ENTRIES SHOWN below:

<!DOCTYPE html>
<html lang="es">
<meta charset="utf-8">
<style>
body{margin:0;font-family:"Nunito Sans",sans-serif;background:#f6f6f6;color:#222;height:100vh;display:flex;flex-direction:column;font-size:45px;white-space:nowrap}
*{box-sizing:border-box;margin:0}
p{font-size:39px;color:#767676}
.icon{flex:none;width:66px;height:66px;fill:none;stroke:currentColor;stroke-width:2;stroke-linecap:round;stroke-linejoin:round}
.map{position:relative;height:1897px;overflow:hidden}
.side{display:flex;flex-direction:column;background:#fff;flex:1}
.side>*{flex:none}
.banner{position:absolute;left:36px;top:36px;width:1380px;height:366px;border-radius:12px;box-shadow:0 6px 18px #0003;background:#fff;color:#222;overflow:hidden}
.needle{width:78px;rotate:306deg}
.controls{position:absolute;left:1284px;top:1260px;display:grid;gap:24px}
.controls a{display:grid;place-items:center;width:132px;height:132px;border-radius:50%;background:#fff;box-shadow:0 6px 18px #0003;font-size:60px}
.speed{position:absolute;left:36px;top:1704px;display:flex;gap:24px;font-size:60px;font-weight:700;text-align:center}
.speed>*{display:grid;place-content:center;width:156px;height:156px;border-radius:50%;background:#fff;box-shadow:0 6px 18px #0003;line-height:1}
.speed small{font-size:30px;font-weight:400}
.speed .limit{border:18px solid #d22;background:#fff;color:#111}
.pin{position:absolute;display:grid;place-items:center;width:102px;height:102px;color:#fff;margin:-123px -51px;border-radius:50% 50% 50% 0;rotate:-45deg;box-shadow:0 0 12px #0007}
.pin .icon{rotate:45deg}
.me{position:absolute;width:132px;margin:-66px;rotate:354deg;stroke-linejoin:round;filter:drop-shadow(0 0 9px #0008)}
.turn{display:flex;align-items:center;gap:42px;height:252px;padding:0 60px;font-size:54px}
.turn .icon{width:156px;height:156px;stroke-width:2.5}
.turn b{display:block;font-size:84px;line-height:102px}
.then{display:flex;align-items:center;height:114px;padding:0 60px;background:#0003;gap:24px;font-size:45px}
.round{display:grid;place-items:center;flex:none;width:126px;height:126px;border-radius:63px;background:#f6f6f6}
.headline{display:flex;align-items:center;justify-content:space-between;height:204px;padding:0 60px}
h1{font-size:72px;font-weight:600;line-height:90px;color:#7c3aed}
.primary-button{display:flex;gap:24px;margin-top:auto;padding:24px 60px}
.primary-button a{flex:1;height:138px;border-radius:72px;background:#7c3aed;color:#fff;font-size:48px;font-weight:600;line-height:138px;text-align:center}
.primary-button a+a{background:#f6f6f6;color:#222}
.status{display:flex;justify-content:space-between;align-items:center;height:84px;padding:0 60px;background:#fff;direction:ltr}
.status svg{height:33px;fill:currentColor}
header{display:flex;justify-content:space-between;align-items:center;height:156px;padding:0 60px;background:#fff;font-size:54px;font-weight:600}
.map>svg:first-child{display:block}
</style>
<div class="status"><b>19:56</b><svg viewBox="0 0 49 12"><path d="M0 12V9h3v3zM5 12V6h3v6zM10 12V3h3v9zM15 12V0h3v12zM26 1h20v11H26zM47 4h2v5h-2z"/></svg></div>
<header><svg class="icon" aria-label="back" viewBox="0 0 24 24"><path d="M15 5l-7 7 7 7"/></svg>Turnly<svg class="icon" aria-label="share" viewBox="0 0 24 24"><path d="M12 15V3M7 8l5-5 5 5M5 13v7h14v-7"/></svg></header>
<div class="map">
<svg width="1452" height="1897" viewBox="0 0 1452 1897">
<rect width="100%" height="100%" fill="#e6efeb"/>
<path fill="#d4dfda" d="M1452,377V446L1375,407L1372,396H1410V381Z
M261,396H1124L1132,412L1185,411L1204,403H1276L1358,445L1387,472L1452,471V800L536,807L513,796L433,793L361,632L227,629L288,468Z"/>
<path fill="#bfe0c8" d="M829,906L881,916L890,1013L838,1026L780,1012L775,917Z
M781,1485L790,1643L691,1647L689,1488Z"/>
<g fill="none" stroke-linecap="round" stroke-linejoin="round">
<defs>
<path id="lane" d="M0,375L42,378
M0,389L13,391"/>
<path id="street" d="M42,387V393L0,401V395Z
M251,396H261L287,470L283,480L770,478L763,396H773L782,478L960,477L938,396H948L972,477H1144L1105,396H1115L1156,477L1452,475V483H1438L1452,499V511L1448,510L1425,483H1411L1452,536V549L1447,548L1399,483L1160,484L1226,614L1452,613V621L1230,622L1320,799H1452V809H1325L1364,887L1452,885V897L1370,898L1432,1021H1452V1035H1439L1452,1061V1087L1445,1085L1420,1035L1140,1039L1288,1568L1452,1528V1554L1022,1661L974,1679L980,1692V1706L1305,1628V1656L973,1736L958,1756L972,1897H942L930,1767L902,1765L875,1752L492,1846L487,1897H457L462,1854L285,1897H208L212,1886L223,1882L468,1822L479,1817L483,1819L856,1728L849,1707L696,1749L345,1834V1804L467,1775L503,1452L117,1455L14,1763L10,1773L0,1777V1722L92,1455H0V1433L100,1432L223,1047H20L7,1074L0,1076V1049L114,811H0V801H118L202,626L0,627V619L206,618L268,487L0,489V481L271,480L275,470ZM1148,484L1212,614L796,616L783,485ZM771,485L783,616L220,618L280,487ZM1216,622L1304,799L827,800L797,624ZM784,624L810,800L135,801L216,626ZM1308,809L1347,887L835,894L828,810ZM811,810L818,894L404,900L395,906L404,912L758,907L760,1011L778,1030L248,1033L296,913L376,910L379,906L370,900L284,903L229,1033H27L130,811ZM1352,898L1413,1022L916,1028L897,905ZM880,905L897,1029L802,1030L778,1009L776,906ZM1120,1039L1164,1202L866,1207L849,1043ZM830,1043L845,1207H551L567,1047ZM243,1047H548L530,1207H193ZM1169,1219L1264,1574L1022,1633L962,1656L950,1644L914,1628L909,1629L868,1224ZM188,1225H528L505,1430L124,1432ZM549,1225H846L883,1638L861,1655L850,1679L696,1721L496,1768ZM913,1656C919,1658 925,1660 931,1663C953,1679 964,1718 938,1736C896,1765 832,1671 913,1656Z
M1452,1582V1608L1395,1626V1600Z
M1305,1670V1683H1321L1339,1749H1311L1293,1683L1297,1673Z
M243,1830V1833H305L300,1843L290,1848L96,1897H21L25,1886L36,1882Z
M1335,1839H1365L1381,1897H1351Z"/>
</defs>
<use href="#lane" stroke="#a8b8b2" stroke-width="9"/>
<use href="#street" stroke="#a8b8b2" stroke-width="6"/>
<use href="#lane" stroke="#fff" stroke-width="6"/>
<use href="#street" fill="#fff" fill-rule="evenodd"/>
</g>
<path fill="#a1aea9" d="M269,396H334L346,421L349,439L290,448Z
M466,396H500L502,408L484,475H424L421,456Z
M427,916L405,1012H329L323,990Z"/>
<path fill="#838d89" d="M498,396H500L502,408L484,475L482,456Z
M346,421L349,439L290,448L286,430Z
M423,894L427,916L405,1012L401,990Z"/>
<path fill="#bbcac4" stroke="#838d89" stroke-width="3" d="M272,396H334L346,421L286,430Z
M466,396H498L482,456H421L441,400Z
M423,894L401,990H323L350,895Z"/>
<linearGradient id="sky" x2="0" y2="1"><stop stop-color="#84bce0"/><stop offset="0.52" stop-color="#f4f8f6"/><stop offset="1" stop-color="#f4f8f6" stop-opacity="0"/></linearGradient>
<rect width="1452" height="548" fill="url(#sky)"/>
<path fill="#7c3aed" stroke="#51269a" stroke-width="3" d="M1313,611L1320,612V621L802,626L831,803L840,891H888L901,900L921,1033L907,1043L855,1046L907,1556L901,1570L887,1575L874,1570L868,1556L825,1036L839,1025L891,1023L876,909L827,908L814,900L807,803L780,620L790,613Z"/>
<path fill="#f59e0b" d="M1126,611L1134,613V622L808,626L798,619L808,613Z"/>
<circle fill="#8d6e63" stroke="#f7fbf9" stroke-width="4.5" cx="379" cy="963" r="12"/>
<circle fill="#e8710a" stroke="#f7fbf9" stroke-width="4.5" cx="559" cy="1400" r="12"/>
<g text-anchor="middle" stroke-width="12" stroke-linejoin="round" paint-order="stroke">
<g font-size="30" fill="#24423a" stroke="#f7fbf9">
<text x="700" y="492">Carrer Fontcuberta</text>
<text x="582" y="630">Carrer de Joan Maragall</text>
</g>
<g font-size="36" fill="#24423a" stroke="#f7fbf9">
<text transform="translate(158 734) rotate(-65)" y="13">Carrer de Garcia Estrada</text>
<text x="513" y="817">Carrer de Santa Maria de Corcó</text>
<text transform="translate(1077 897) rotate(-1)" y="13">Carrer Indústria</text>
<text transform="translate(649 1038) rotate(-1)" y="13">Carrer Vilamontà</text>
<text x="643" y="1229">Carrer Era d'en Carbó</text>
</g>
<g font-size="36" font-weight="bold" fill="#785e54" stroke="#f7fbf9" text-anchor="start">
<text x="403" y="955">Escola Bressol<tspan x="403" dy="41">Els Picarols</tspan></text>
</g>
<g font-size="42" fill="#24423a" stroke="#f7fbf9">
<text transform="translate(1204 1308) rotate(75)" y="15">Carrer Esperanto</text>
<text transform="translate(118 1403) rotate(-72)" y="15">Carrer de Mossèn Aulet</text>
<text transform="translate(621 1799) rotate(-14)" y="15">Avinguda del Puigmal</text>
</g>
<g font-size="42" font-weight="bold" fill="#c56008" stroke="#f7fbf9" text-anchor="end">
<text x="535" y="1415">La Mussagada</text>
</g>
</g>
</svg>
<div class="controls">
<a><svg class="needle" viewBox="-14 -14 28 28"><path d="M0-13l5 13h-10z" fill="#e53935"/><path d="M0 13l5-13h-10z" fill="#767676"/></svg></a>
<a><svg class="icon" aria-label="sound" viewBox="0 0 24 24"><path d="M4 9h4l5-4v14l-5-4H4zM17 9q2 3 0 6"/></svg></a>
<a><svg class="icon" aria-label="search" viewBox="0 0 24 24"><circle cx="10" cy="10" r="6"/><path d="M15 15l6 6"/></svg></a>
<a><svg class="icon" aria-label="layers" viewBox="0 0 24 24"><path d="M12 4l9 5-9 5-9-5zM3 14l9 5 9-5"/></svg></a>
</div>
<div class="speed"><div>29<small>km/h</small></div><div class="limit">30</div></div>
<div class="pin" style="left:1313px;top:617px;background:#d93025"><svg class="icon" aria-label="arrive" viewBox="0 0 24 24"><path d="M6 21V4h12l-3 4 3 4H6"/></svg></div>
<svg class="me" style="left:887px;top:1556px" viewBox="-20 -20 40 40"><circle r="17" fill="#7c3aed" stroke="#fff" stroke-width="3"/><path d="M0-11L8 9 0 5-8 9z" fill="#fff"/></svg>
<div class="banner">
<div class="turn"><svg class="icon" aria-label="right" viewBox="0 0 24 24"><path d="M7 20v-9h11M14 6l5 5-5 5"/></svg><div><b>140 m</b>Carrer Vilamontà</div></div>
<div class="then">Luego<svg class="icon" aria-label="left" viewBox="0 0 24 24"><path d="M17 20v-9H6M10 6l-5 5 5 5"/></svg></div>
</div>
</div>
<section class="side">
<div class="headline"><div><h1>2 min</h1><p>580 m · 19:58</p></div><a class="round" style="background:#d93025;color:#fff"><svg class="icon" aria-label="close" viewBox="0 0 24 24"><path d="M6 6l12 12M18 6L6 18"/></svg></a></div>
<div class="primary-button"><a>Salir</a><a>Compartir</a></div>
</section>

End of ENTRIES SHOWN.

Look over the data above and show each line that contains "controls".

.controls{position:absolute;left:1284px;top:1260px;display:grid;gap:24px}
.controls a{display:grid;place-items:center;width:132px;height:132px;border-radius:50%;background:#fff;box-shadow:0 6px 18px #0003;font-size:60px}
<div class="controls">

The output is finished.